*** RECORDS PROVIDED ***

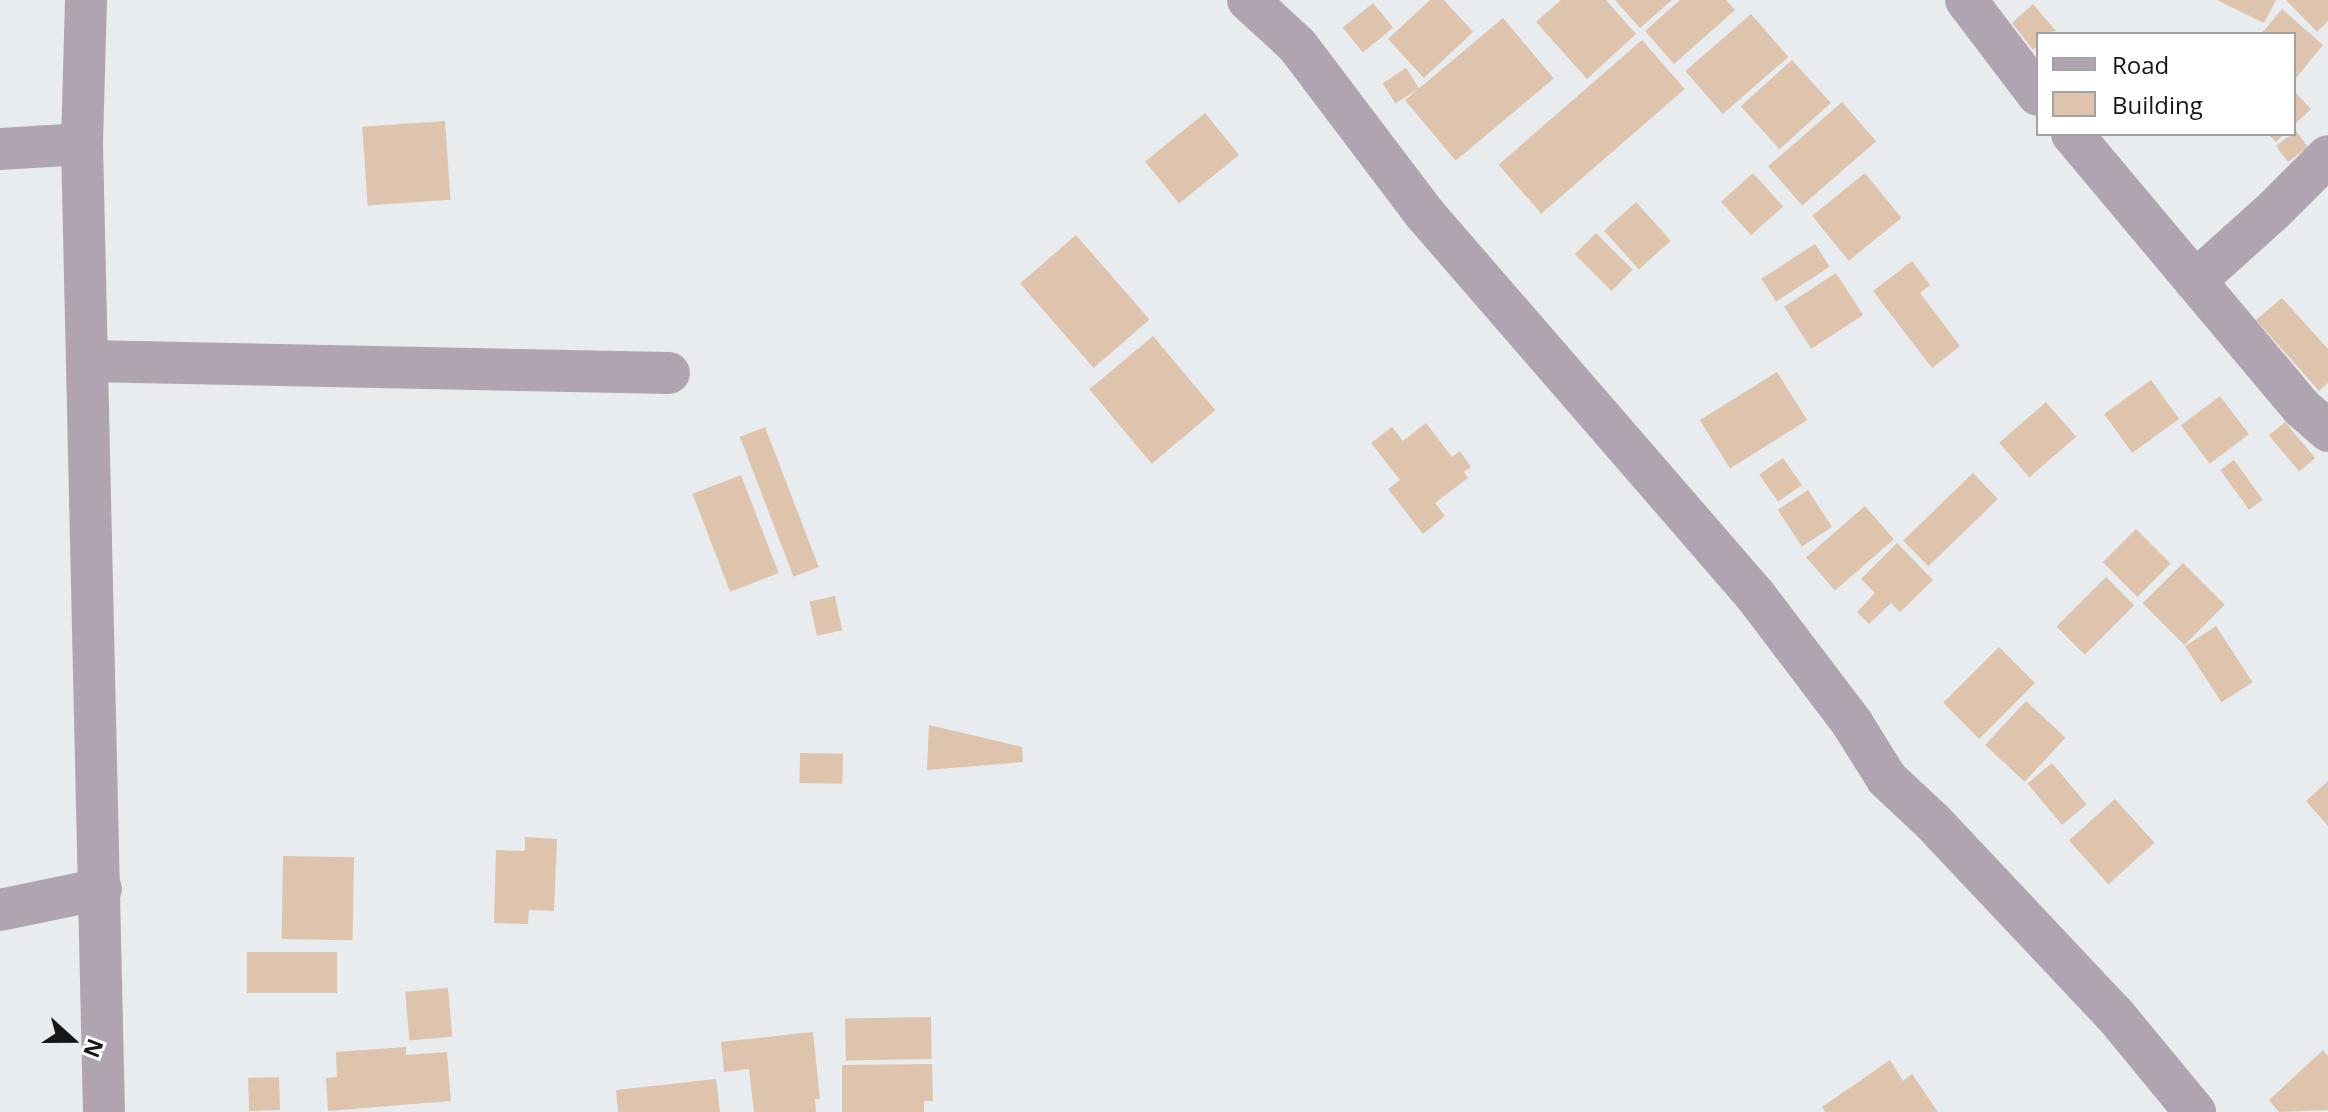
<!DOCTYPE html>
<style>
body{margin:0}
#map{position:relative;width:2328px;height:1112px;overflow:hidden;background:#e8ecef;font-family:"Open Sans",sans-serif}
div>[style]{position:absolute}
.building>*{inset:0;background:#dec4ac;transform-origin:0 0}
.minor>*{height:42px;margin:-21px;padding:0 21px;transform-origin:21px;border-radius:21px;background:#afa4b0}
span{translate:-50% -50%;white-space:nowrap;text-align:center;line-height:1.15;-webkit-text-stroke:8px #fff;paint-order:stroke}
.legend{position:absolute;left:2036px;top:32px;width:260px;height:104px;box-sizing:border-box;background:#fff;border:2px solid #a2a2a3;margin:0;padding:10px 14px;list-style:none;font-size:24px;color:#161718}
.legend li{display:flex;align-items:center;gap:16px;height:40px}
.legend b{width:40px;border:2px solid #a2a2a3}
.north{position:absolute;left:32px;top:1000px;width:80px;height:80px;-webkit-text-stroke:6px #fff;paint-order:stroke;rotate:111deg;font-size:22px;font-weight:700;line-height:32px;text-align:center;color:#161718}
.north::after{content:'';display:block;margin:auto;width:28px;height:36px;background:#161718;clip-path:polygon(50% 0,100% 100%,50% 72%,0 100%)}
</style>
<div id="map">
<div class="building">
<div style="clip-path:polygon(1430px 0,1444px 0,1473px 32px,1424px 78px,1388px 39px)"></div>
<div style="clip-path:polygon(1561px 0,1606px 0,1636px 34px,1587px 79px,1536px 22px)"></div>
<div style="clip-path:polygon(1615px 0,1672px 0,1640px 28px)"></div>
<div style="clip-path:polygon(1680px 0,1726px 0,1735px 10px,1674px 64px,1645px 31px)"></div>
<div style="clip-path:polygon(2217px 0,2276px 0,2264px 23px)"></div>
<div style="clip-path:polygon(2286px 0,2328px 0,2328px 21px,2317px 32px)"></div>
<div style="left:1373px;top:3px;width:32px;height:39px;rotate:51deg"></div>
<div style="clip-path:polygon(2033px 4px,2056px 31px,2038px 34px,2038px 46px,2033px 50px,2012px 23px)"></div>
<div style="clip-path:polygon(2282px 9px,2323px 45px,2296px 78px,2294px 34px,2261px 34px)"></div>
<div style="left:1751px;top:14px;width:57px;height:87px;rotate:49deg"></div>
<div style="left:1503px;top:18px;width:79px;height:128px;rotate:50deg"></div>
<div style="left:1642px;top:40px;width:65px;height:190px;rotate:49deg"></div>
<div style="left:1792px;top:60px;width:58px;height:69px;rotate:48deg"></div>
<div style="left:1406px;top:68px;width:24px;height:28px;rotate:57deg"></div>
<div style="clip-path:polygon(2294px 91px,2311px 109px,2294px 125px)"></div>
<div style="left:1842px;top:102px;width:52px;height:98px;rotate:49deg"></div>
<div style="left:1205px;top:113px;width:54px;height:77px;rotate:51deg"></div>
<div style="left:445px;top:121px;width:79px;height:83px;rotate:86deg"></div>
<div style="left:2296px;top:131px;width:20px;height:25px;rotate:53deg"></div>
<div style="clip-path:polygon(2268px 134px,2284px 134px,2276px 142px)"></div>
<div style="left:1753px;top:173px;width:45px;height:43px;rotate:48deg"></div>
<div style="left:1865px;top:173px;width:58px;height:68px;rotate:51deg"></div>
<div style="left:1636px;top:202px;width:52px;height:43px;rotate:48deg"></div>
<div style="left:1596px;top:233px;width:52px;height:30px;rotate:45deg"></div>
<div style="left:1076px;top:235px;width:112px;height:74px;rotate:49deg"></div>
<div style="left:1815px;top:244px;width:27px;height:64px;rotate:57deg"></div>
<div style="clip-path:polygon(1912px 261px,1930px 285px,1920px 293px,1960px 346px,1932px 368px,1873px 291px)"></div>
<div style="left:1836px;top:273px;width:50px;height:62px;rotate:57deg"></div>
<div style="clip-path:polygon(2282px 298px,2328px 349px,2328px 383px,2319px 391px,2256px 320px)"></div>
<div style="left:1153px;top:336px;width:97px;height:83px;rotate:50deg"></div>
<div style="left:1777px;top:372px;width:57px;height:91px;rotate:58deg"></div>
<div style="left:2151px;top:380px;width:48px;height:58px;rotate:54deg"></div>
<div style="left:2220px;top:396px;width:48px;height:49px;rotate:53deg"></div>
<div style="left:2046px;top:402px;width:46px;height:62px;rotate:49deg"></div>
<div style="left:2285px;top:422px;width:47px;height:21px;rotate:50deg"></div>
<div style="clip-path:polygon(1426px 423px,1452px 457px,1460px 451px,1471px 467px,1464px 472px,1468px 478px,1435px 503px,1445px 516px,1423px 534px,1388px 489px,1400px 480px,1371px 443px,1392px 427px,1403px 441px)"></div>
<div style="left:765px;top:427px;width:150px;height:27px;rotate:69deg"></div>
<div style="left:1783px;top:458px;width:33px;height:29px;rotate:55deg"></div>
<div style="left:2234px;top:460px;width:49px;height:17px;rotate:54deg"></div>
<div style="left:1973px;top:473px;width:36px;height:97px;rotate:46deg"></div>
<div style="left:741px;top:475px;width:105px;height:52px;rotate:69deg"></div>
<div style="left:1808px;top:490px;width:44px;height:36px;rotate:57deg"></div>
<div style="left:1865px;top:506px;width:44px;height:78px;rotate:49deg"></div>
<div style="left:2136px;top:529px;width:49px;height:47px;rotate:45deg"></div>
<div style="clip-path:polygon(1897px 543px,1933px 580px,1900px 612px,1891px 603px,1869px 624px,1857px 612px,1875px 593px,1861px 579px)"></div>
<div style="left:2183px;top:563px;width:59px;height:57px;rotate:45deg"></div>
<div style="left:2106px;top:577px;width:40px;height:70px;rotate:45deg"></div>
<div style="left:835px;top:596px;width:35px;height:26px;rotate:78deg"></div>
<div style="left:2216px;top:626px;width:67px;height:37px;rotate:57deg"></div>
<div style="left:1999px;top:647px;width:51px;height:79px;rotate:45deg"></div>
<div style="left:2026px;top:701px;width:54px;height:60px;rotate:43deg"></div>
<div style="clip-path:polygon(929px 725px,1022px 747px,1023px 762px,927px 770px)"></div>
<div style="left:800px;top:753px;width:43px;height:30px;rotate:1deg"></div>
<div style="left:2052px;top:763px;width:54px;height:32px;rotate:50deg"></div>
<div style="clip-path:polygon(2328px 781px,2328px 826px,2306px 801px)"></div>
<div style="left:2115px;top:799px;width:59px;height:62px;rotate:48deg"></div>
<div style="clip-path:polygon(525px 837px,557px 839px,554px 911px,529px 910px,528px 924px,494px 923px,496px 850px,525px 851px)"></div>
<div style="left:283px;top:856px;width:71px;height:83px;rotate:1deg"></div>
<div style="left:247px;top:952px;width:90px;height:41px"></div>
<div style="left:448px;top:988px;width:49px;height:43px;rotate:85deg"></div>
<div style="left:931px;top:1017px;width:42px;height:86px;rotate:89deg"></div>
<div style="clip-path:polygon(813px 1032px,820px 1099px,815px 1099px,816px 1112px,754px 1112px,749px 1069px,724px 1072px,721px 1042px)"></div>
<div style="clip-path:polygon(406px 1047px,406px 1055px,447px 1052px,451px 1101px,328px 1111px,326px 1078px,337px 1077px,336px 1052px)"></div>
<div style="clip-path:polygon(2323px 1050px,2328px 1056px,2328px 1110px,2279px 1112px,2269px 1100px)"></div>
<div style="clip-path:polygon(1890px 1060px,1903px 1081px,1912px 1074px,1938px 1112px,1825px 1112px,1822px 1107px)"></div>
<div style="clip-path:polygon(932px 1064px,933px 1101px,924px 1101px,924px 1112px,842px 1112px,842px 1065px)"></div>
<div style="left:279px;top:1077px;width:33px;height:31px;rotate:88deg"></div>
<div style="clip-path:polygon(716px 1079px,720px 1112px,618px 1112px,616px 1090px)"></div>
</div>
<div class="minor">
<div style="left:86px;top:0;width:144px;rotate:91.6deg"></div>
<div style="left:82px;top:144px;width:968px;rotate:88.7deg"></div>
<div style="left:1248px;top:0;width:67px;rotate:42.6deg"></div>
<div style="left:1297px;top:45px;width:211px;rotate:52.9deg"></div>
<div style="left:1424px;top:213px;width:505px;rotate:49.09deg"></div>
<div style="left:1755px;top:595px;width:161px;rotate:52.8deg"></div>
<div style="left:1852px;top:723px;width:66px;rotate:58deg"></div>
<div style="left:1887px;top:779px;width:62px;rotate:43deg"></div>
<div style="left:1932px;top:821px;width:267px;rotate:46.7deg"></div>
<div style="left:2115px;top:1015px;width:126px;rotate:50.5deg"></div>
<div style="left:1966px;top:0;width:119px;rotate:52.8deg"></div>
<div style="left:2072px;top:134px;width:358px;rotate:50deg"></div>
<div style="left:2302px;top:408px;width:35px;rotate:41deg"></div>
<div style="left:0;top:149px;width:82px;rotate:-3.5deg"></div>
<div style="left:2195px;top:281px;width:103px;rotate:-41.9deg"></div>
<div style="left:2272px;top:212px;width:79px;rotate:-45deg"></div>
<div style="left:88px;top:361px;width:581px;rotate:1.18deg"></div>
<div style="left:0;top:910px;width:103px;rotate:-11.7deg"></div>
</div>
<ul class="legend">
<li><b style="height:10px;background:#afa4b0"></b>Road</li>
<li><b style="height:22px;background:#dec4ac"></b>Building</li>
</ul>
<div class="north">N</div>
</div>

*** End of RECORDS PROVIDED ***
*** RECORDS PROVIDED ***

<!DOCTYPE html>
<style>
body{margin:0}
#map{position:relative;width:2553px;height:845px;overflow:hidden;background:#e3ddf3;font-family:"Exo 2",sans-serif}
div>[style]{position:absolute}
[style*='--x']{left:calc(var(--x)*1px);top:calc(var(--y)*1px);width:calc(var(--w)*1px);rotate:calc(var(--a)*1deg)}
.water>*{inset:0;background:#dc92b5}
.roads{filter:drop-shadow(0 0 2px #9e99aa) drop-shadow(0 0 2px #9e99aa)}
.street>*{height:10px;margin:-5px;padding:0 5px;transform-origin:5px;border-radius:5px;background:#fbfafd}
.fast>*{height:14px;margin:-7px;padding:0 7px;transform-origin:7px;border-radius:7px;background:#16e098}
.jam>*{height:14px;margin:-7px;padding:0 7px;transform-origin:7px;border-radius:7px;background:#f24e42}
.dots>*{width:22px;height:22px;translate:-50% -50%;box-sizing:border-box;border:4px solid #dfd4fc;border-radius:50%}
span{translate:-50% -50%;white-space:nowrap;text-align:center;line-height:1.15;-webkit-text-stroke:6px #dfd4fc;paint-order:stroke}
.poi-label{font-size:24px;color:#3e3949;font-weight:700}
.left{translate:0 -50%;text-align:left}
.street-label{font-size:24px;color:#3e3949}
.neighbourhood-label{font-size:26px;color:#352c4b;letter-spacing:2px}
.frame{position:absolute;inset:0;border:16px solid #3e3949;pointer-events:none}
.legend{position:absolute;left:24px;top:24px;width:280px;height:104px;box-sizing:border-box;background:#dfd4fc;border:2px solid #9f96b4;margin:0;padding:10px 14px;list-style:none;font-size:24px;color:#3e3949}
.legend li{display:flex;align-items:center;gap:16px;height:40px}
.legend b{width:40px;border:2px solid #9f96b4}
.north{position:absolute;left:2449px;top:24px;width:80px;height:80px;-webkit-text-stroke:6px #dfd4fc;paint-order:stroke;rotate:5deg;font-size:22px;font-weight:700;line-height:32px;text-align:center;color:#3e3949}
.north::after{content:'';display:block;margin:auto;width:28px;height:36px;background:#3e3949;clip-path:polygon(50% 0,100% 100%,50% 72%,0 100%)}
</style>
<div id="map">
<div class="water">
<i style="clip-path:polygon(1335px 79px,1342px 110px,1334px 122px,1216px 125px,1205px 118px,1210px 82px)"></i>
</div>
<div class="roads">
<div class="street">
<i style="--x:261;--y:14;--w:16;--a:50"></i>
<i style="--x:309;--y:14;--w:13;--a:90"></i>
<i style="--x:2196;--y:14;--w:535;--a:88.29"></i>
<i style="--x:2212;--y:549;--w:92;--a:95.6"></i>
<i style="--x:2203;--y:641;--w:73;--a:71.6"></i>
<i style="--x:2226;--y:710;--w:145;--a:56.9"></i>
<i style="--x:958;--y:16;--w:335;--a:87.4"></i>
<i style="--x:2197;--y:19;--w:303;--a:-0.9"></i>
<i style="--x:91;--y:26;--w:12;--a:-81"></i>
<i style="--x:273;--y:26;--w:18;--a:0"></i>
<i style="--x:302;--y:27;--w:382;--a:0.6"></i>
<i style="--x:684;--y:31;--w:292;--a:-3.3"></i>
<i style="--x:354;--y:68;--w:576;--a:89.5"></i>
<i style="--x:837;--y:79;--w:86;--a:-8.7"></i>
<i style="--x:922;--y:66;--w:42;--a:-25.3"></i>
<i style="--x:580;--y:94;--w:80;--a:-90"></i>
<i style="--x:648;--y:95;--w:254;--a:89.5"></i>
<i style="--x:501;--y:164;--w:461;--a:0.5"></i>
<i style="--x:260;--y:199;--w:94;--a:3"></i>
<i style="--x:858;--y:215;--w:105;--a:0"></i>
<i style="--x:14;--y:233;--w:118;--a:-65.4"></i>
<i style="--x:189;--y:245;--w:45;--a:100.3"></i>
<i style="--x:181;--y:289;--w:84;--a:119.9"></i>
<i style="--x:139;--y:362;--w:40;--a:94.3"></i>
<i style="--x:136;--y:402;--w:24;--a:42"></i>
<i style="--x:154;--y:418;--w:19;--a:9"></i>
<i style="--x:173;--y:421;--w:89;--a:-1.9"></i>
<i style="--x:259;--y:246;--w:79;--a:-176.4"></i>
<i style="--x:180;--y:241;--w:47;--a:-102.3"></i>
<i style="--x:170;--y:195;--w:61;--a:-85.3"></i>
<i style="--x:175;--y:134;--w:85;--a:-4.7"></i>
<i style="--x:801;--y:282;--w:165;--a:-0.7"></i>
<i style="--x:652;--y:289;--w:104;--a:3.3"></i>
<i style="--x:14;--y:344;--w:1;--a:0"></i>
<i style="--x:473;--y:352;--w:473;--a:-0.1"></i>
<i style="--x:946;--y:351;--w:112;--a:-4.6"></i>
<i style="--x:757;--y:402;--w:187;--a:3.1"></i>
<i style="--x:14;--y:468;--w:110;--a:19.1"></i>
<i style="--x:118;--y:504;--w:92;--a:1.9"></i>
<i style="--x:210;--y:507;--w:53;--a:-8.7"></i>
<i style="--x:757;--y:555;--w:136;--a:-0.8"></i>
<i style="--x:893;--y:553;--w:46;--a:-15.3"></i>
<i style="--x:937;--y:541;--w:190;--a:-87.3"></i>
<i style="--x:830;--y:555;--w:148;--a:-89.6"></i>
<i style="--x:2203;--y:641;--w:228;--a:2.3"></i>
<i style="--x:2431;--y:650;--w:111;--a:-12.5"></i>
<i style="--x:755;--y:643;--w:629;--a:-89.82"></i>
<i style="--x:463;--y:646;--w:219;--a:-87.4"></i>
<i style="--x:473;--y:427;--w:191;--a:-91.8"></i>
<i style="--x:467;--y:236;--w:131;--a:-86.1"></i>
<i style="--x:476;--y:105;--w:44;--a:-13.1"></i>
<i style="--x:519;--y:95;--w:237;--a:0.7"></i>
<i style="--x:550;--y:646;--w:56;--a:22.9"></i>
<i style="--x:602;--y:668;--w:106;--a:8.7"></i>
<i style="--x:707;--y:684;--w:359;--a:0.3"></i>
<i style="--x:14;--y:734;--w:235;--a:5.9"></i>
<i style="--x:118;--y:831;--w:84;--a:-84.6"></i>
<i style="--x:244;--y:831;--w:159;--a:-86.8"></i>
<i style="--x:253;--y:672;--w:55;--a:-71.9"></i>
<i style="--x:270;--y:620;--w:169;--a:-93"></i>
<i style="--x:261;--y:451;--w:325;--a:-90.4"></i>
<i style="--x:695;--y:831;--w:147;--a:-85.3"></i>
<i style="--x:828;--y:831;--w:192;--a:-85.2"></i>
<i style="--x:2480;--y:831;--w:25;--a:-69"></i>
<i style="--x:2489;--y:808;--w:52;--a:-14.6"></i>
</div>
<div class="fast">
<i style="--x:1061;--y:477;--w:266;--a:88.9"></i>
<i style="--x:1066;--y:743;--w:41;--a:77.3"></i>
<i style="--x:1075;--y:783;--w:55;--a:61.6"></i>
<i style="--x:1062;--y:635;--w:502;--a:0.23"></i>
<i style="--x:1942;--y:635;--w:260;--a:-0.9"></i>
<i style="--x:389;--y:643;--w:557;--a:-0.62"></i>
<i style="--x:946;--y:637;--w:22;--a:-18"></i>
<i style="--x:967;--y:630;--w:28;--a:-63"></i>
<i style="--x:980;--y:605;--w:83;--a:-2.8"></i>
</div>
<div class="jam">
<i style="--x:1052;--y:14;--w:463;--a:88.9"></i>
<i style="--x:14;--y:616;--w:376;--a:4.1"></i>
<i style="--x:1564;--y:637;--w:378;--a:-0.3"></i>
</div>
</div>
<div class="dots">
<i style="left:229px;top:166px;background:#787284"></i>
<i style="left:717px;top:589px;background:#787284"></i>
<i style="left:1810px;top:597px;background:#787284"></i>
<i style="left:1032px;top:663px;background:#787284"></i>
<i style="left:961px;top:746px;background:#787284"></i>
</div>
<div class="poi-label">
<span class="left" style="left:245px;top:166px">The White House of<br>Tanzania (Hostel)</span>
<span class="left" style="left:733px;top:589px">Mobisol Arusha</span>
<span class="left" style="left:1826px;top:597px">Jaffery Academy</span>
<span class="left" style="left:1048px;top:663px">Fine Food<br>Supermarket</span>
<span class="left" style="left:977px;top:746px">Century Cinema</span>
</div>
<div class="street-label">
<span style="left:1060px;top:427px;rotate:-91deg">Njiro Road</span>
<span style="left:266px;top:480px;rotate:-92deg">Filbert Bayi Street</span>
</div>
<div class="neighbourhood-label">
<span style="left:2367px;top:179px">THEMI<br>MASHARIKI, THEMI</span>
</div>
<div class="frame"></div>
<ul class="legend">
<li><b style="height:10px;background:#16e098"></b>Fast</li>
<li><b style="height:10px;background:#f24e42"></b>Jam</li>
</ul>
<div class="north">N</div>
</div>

*** End of RECORDS PROVIDED ***

Using the entries above, return each line that includes the word "serif".

#map{position:relative;width:2328px;height:1112px;overflow:hidden;background:#e8ecef;font-family:"Open Sans",sans-serif}
#map{position:relative;width:2553px;height:845px;overflow:hidden;background:#e3ddf3;font-family:"Exo 2",sans-serif}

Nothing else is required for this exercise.